#### Work instruction:
Leaving out the pictures, retype the lines from the top of the listing through the line with "filter:drop-shadow(0 0 2px" exactly.
- Opening Delimiter -
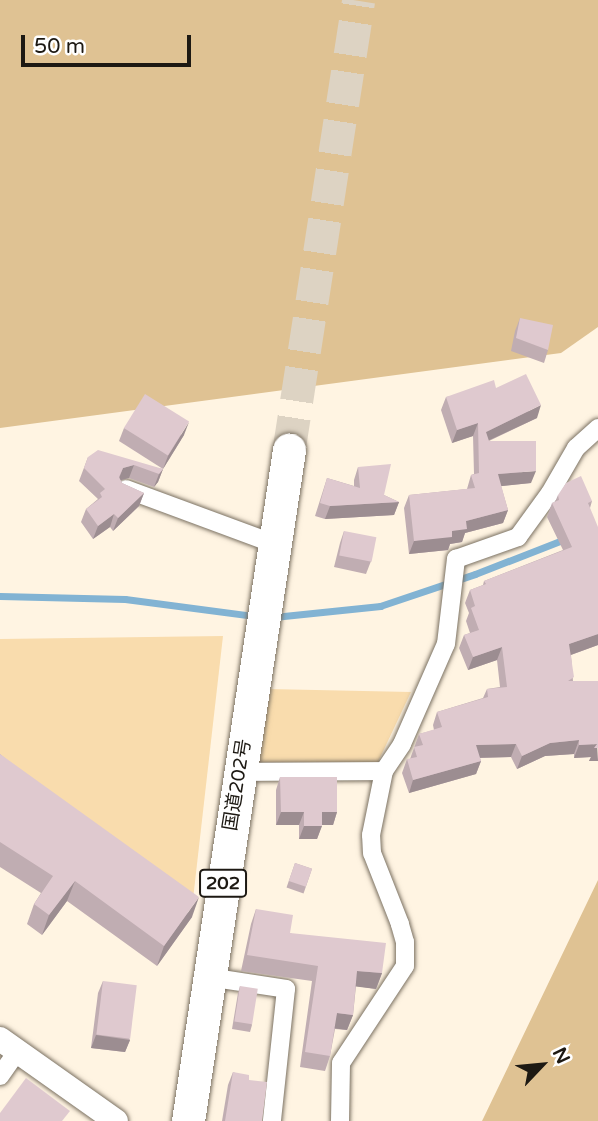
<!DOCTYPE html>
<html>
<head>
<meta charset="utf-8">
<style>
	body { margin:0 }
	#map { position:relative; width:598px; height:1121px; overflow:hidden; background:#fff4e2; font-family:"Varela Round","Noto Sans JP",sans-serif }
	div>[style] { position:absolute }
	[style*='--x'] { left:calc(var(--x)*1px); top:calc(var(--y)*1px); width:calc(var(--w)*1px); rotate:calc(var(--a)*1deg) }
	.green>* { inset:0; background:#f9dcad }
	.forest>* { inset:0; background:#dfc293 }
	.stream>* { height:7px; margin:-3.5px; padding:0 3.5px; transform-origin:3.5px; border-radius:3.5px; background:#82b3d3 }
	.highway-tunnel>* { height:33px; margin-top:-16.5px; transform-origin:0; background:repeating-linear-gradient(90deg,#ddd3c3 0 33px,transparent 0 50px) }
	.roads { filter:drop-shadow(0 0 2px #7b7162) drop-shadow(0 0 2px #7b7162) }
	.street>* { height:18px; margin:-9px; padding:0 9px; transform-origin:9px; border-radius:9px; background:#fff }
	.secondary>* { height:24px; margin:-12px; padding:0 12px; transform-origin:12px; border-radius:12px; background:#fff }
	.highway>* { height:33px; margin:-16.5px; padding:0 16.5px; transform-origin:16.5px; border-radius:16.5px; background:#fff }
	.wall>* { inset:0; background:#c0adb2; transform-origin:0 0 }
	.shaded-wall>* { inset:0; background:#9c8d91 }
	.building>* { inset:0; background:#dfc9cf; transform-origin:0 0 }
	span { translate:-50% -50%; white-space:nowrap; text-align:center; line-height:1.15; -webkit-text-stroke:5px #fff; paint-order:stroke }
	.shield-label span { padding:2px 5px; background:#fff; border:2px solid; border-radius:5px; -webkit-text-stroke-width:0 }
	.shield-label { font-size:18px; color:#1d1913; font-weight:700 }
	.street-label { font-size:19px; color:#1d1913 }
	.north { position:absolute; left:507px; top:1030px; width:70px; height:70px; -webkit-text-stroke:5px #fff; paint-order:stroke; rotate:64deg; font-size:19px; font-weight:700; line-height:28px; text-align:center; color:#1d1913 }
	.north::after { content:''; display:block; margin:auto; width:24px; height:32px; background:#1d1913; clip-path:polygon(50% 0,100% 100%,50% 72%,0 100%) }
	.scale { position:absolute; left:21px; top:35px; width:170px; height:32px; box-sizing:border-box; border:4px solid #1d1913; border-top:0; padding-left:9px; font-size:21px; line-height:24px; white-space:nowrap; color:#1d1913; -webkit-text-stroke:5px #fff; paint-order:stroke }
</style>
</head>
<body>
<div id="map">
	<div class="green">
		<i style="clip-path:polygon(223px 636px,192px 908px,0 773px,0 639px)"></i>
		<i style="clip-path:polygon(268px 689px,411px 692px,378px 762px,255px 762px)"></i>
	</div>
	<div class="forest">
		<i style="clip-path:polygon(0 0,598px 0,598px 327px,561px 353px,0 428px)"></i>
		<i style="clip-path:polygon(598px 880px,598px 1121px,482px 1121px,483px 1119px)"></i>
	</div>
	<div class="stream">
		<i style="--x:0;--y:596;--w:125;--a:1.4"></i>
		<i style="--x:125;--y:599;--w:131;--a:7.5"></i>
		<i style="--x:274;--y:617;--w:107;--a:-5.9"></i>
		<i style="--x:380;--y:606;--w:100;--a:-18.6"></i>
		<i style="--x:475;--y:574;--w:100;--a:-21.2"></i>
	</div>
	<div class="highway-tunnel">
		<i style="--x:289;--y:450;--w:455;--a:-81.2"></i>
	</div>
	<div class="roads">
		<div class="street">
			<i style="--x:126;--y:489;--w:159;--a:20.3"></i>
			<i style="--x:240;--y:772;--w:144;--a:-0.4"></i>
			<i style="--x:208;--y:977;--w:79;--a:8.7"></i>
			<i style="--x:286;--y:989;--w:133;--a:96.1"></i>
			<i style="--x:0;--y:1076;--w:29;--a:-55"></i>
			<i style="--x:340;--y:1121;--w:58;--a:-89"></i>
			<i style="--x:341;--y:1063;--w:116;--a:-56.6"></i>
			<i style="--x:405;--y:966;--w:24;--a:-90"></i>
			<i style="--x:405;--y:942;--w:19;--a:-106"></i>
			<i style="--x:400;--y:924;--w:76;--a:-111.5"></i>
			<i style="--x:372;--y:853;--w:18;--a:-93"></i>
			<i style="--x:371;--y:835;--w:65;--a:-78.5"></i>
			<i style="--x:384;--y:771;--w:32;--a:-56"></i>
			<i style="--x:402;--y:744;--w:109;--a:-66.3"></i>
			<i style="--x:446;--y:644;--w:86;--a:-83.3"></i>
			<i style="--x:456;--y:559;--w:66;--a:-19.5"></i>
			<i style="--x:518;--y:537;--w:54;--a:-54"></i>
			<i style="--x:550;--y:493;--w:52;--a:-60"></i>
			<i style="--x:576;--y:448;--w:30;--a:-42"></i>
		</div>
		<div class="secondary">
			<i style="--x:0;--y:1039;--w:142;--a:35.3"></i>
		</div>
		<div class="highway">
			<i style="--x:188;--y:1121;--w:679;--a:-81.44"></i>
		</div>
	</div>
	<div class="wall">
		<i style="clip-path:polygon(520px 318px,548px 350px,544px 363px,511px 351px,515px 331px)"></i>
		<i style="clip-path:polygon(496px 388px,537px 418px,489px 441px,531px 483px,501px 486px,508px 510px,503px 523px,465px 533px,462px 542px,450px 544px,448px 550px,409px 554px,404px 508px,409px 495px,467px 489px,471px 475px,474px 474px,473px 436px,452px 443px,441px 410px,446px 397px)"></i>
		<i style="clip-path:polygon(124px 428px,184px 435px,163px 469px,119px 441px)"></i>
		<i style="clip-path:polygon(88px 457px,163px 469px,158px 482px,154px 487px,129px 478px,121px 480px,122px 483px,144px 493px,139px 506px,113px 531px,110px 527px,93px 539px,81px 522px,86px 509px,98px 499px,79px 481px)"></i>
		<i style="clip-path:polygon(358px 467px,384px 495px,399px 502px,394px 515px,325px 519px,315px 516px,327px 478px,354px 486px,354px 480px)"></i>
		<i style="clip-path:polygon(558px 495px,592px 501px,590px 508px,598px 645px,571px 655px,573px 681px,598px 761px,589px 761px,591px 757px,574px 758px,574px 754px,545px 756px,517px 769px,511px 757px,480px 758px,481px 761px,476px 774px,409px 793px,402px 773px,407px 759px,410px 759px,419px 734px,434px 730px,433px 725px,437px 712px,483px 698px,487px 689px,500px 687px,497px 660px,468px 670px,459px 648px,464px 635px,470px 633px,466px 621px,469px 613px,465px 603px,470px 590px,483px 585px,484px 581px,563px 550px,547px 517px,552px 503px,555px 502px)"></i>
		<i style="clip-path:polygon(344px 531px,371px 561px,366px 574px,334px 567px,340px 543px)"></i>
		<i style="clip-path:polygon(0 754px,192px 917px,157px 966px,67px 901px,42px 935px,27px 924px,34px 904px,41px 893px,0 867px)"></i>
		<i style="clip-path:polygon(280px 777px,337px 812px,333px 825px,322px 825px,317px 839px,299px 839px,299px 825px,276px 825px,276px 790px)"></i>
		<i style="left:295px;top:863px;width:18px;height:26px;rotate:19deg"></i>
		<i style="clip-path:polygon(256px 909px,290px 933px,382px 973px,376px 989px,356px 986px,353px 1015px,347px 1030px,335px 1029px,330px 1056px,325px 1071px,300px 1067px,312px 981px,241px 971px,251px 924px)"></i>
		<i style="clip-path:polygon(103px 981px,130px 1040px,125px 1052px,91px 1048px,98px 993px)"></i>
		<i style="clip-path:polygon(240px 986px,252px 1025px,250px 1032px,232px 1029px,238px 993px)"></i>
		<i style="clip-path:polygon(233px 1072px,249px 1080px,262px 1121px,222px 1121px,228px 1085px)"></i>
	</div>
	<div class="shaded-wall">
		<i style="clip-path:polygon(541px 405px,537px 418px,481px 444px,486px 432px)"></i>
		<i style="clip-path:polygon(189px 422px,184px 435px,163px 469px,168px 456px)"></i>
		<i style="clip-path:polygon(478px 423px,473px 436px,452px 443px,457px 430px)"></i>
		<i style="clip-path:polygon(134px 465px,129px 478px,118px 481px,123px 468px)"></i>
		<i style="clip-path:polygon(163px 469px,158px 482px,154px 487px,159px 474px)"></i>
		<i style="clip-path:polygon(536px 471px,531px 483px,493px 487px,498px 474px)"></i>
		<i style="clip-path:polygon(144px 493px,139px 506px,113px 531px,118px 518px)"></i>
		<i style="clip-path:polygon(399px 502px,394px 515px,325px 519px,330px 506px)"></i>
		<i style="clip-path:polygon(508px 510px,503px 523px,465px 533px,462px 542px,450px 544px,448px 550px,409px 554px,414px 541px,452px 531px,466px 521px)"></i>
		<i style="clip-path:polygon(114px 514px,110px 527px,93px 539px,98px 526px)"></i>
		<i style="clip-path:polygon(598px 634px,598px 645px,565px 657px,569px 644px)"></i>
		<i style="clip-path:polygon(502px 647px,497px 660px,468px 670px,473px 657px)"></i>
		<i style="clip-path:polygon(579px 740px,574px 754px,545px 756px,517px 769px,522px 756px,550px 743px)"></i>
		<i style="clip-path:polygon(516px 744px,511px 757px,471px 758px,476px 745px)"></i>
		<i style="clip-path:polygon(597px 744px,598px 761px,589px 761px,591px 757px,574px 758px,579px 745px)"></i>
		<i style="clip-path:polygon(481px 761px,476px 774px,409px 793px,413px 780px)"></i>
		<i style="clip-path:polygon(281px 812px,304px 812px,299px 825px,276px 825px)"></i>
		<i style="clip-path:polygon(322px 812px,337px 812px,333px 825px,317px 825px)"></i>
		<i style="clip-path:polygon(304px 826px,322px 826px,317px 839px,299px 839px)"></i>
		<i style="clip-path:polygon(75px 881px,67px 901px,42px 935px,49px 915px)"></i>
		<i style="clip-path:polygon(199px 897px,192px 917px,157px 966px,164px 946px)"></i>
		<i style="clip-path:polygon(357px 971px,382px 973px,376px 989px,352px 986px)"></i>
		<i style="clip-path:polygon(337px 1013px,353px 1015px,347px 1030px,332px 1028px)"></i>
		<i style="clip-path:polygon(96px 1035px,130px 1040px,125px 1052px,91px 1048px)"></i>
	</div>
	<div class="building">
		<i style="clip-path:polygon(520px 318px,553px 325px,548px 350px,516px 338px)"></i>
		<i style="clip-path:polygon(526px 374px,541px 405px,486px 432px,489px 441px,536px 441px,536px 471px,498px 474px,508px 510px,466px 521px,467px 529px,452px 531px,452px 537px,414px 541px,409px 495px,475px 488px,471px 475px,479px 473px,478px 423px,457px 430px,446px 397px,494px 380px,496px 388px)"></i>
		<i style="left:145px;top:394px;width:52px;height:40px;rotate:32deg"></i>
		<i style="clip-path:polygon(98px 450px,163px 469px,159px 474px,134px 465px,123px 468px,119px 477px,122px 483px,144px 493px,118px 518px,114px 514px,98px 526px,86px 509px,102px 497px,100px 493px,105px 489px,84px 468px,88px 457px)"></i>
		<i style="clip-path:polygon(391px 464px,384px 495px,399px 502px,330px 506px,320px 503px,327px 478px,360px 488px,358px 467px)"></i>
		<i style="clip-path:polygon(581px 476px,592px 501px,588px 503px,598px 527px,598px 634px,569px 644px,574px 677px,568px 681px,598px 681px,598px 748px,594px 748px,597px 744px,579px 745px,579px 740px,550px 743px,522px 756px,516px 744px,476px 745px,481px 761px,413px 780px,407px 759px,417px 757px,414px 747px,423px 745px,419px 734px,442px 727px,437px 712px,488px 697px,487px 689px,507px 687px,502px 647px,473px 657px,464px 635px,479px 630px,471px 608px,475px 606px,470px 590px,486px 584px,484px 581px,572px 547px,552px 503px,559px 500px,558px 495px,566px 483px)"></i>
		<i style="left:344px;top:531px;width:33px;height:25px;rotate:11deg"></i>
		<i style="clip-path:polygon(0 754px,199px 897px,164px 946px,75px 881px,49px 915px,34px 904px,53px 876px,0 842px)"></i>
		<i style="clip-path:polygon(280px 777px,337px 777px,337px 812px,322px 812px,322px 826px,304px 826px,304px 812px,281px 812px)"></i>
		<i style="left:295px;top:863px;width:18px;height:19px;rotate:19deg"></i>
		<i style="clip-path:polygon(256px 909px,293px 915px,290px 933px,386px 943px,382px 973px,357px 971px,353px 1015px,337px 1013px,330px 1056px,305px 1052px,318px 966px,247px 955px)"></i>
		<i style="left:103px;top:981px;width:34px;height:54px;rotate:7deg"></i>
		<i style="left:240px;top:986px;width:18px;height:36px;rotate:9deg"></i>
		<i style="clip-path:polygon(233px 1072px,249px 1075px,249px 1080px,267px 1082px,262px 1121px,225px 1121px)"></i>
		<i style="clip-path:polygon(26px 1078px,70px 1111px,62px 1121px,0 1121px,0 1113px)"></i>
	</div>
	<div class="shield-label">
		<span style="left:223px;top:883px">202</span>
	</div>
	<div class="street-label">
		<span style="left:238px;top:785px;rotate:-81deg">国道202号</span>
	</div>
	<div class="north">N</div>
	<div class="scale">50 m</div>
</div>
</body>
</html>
- Closing Delimiter -
#### Completed task:
<!DOCTYPE html>
<html>
<head>
<meta charset="utf-8">
<style>
	body { margin:0 }
	#map { position:relative; width:598px; height:1121px; overflow:hidden; background:#fff4e2; font-family:"Varela Round","Noto Sans JP",sans-serif }
	div>[style] { position:absolute }
	[style*='--x'] { left:calc(var(--x)*1px); top:calc(var(--y)*1px); width:calc(var(--w)*1px); rotate:calc(var(--a)*1deg) }
	.green>* { inset:0; background:#f9dcad }
	.forest>* { inset:0; background:#dfc293 }
	.stream>* { height:7px; margin:-3.5px; padding:0 3.5px; transform-origin:3.5px; border-radius:3.5px; background:#82b3d3 }
	.highway-tunnel>* { height:33px; margin-top:-16.5px; transform-origin:0; background:repeating-linear-gradient(90deg,#ddd3c3 0 33px,transparent 0 50px) }
	.roads { filter:drop-shadow(0 0 2px #7b7162) drop-shadow(0 0 2px #7b7162) }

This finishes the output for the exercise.